# Use brutal force to find E field inside a uniformly charged solid sphere

1. Jun 14, 2012

### klondike

1. The problem statement, all variables and given/known data

Use direct integration to find electric field inside a uniformly charged non-conducting solid sphere. The radius of the sphere is R, observing point is at a way from center of the sphere while a<R.

2. Relevant equations
Use Coulomb's law only. No Gauss law is allowed. You may use Gauss law to verify your result.

3. The attempt at a solution
Performing the triple integral is quite sweating. I managed to carry it out. My answer agrees with Gauss's law. I'm not completely satisfied with the way I do it.
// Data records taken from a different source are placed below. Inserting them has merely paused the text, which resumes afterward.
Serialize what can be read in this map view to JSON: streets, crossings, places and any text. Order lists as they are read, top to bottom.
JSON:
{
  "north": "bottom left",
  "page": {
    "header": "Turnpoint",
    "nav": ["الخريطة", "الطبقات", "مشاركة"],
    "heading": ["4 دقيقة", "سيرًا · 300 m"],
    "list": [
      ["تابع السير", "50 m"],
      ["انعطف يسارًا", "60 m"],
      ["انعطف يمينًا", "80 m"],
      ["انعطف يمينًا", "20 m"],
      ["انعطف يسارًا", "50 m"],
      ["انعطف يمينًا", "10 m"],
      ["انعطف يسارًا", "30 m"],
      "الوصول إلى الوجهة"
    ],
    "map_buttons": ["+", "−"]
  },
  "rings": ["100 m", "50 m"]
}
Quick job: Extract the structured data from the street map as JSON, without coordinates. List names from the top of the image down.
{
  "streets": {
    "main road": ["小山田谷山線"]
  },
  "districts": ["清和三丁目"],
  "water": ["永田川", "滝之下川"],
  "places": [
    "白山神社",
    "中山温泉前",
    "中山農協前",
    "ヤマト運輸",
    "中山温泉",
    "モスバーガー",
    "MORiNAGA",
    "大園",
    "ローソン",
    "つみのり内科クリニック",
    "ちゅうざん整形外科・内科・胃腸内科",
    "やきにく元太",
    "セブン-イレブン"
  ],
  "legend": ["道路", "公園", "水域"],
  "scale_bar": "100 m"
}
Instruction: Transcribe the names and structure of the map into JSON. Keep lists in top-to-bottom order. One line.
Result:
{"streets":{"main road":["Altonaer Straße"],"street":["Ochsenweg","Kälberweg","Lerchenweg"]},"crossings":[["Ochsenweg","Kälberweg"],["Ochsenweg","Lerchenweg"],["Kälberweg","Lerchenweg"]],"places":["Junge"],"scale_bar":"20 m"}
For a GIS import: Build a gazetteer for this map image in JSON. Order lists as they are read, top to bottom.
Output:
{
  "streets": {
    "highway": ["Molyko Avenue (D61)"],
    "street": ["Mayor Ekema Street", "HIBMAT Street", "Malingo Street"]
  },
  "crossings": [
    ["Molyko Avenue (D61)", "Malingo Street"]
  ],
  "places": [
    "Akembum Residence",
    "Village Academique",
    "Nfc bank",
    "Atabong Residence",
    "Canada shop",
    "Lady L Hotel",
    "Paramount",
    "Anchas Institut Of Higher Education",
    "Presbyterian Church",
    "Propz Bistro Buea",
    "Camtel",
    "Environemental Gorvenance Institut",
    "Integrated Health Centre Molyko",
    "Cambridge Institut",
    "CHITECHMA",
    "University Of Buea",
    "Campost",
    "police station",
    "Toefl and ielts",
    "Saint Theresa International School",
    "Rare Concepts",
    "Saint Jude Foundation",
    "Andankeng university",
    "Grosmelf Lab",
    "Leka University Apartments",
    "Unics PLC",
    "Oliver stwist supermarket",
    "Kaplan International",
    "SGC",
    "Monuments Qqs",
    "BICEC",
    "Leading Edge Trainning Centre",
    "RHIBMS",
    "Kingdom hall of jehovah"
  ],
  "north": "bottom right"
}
My "brutal force" solution can be found at: http://gradovec.com/scratches/solid-sph.pdf

In the final integration with respect to r, I found that there is a jump discontinuity(also a pole) in the integrand at r=a. hence need to handle it carefully.

My questions are:
1) Did I handle the improper integral correctly?
2) Is there any textbook demonstrate how to carry out the direct integration? I can't find any in popular undergrad and graduate level textbook.. Why this is not popular?
3) I'm thinking of using dirac delta function, but don't see how to setup the integral. Can the integral be simplified by using elementary distribution theory? If yes, how?
4) Is there other simpler way to handle the singularity in the integrand?

P.S. This is not a homework question. I've done my degree 17 years ago.

Last edited: Jun 14, 2012
2. Jun 14, 2012

### vela

Staff Emeritus
I didn't spot any errors. As you noted, it's kind of painful to get the answer by direct integration, so everyone just uses Gauss's law instead. This is really a math problem, so if it's worked out anywhere in gory detail, it's probably in a mathematical methods book. I don't see how pedagogically useful it would be to include it in a electromagnetism book.

Another way to do the integral is to note that
$$\frac{a-r\cos\theta}{(r^2+a^2-2ar\cos\theta)^{3/2}} = -\frac{\partial}{\partial a}\frac{1}{\sqrt{r^2+a^2-2ar\cos\theta}}$$ so you get
$$-\int_0^R \frac{\partial}{\partial a}\int_{-1}^{1} \frac{1}{\sqrt{r^2+a^2-2ar\cos\theta}}r^2 \,d(\cos\theta)\,dr.$$ Expand the integrand in terms of the Legendre polynomials $P_l(\cos\theta)$. You have to treat the case for r<a and r>a separately. In either case, only the $l=0$ term will survive the integration over the angle. (Sorry, I used the physics convention: my $\theta$ is your $\phi$.)

3. Jun 15, 2012

### klondike

Hi Vela,

Thank you for checking my result and reminding me the multipole expansion method.

The reason I did such exercise is I was having trouble writing a computer program to convolute a given dyadic Green's function with a source distribution to find the field at source. The fundamental problem is handling the singularity at source in numerical integration. People in the last few decades spend a lot of raw intelligence to tackle this problem. I read quite a few papers but haven’t fully understood their mechanics detail enough to get my algorithm converged.

I took a step back to see how simple "singularity at source" is resolved analytically since I remembered some field at source problem can be found by direct integration. After exercised and reviewed some of the classical textbook examples and homework problems, I found that most them have the source singularity as a _removable_ discontinuity in the integrand or in the final anti-derivative, _and_ the integral “accidentally” converges which agrees with physical phenomenon. There is no need to explicitly invoke Cauchy PV limiting process.

Yep, this indeed more of a math problem.

4. Jun 16, 2012

### Antiphon

P.S. Brute force is used to describe a solution which is not elegant or efficient but relies on sheer "strength" to arrive at the result.

Brutal force is the application of physical strength in an inhumane way such as hitting someone until they agree to work out the solution to a physics problem.

5. Jun 16, 2012

### klondike

Exactly what my dad did to me when I was a child